Things had changed at the Production Code Administration since Stevens’s scuffle over
A Place in the Sun
. In 1954, Joseph Breen retired as chief enforcer. He was replaced by Geoffrey Shurlock, his former assistant. Unlike Breen, who had kept apart from Hollywood, Shurlock seemed to enjoy Spiegel’s company. On November 16, 1959, Shurlock wrote to Spiegel: “I don’t need to tell you what a treat it is for us to meet you under all circumstances, and even in the melee of an appeals hearing.” Shurlock also enjoyed what appears to have been a bribe: “I must thank you again for getting me in to that magnificent performance of ‘Figaro’ at the Metropolitan.”

Whether by dint of persuasion or payoff, Spiegel prevailed at the hearing. Both the Production Code Administration and the Legion of Decency approved the film. Unfortunately, the critics did not. In an emblematic review,
Variety
called it “the most bizarre film ever made by any major American company.”

At first, Vidal recalls, Spiegel was “furious about how terrible the reviews were and he blamed me. He said, ‘You ruined it, you ruined it.’ I said, ‘I have not. Those reviews will make it the most successful movie of your career, even more than the dreadful
Bridge on the River Kwai.
’ ” And as is so often the case, Vidal was right.

Columbia’s cunning publicity campaign also helped. Its ads managed to be both smug and titillating. They showed Taylor in that notorious see-through swimsuit with the caption: “Cathy knew she was being used for evil.” In this context, of course, “evil” meant “procuring.” When you view the film today, however, only one true evil leaps out: the willingness of some male doctors to maim a healthy woman for money.

When
Suddenly, Last Summer
wrapped, Taylor still owed MGM one last movie. She fought to be released from her contract, but the studio fought harder. She had to accept the film it imposed:
BUtterfield 8
. Seething with resentment—and determined to slow the production—Taylor struggled against the role of Gloria Wandrous. At some point, however, she stopped resisting. She embraced Gloria, making her bigger and more memorable than the small-minded plot in which both Gloria—and Taylor—were stuck. She made Gloria what in the 1980s would be termed a “sex-positive” feminist.

9

BUtterfield 8
, 1960

Now I get it—you pick the man. He doesn’t pick you.

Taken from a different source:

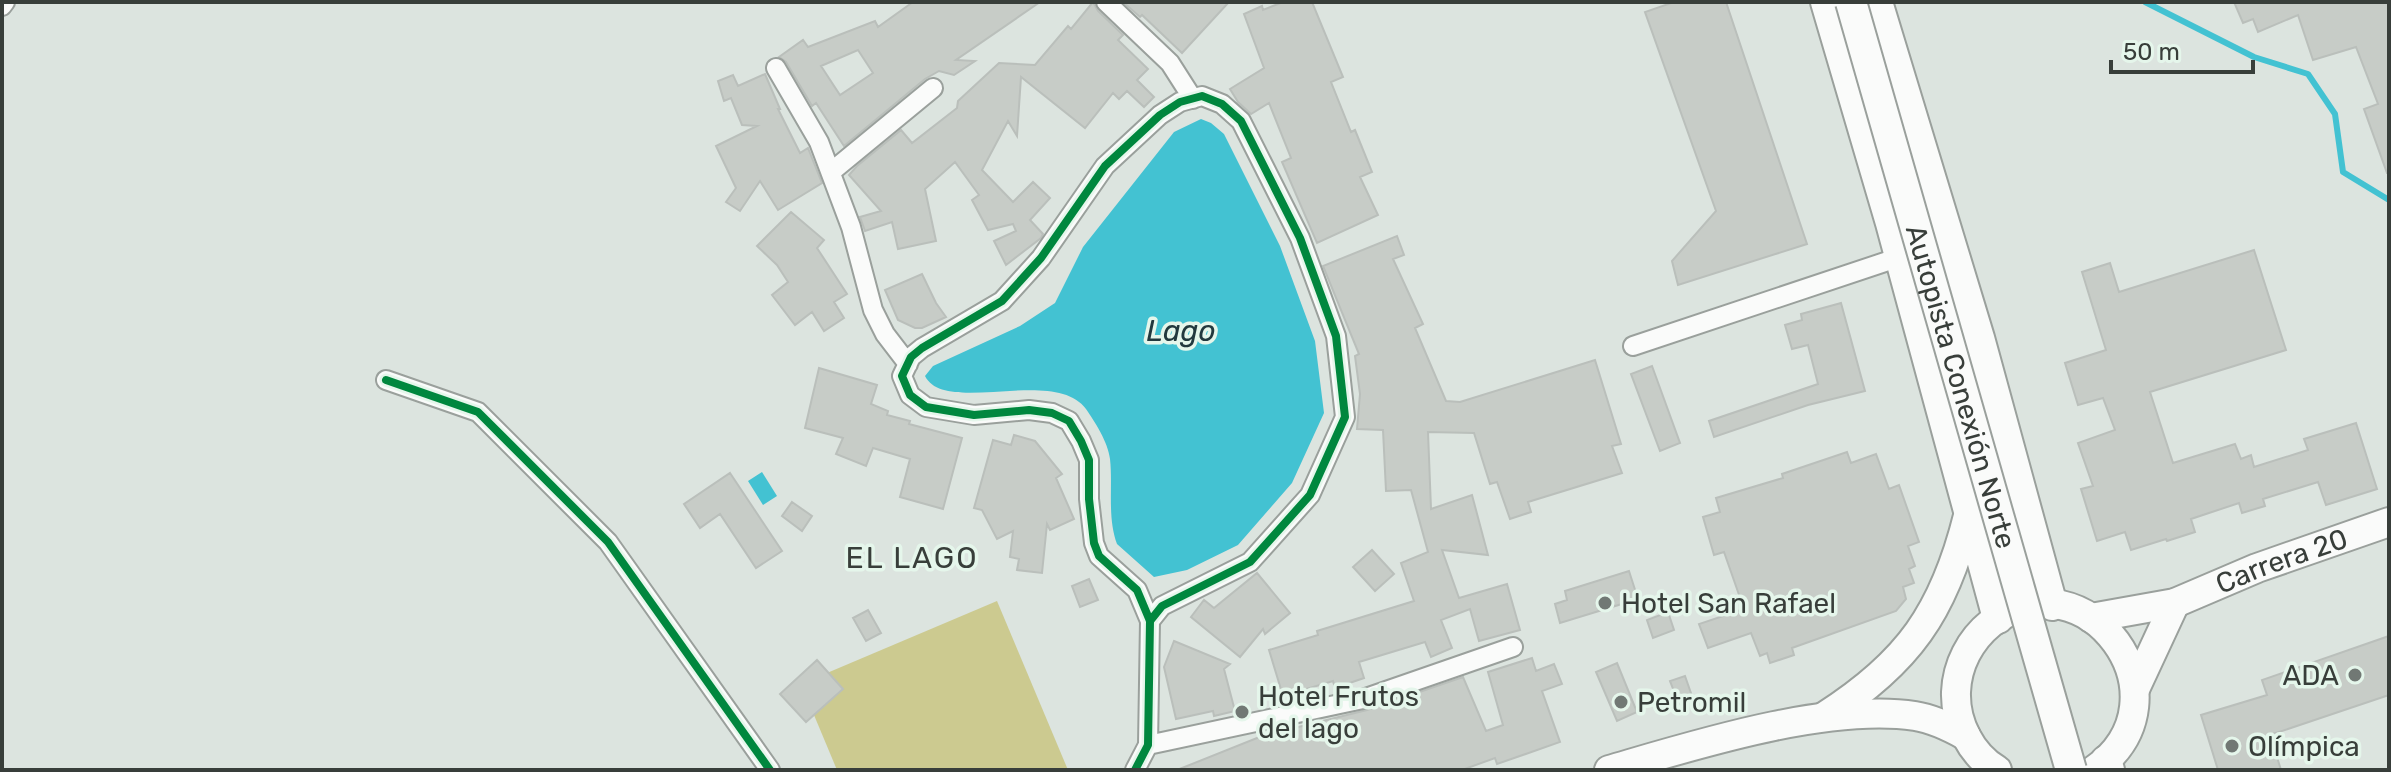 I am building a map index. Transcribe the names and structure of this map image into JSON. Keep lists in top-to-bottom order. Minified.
{"streets":{"highway":["Autopista Conexión Norte"],"main road":["Carrera 20"]},"districts":["EL LAGO"],"water":["Lago"],"places":["Hotel San Rafael","ADA","Petromil","Hotel Frutos del lago","Olímpica"],"scale_bar":"50 m"}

—Laurence Harvey as Weston Liggett to Elizabeth Taylor as Gloria Wandrous in
BUtterfield 8.
(Liggett made this observation after Wandrous plunged her stiletto heel into his instep.)

There should be developed in this story an attitude of compassion for Gloria, not one of glorification. The story should seem to indicate that she might have been a great woman if it were not for the fact that she was a sick one.

—E. G. Dougherty, Production Code Administration memo, October 16, 1959

POOR GLORIA WANDROUS. She was born—or invented—before society was ready for her. Gloria is the central character in
BUtterfield 8
, John O’Hara’s 1935 novel, as well as Daniel Mann’s 1960 movie of the same name.

Gloria may be Elizabeth Taylor’s most magnificent character, as well as her most feminist. But to appreciate Gloria, one must view her through the lens of today. On a contemporary university campus, Gloria would be an archetypal coed. But in 1935—and even in 1960—she was an object of scorn. Gloria is in touch with her sexual feelings and chooses to satisfy them, as do “nice” girls in today’s culture of “hookups,” liaisons that don’t necessarily lead to marriage. Young women who “hook up” don’t view this as an alternative to marriage; most still seek that institution’s prestige and tax advantages. But they wisely realize that not all attractions last forever. In the twenty-first century, Gloria’s behavior seems both prudent and clear-eyed. But in 1959, the Production Code Administration called it “nymphomaniac.”

In her essay “Lusting for Freedom,” feminist Rebecca Walker emphasizes the value of sexual experimentation to the emotional health of young women—as a stepping stone to forging enduring relationships. Almost more important than the sex itself is the permission to engage in it. Walker disparages “sex where our agency is denied”—sex divorced from female desire—and the institutions that condemn women for pursuing pleasure. “For giving bodies what they want and crave, for exploring ourselves and others, we are punished like Eve reaching for more knowledge,” she writes. “We are called sluts and whores. We are considered impure and psychotic.”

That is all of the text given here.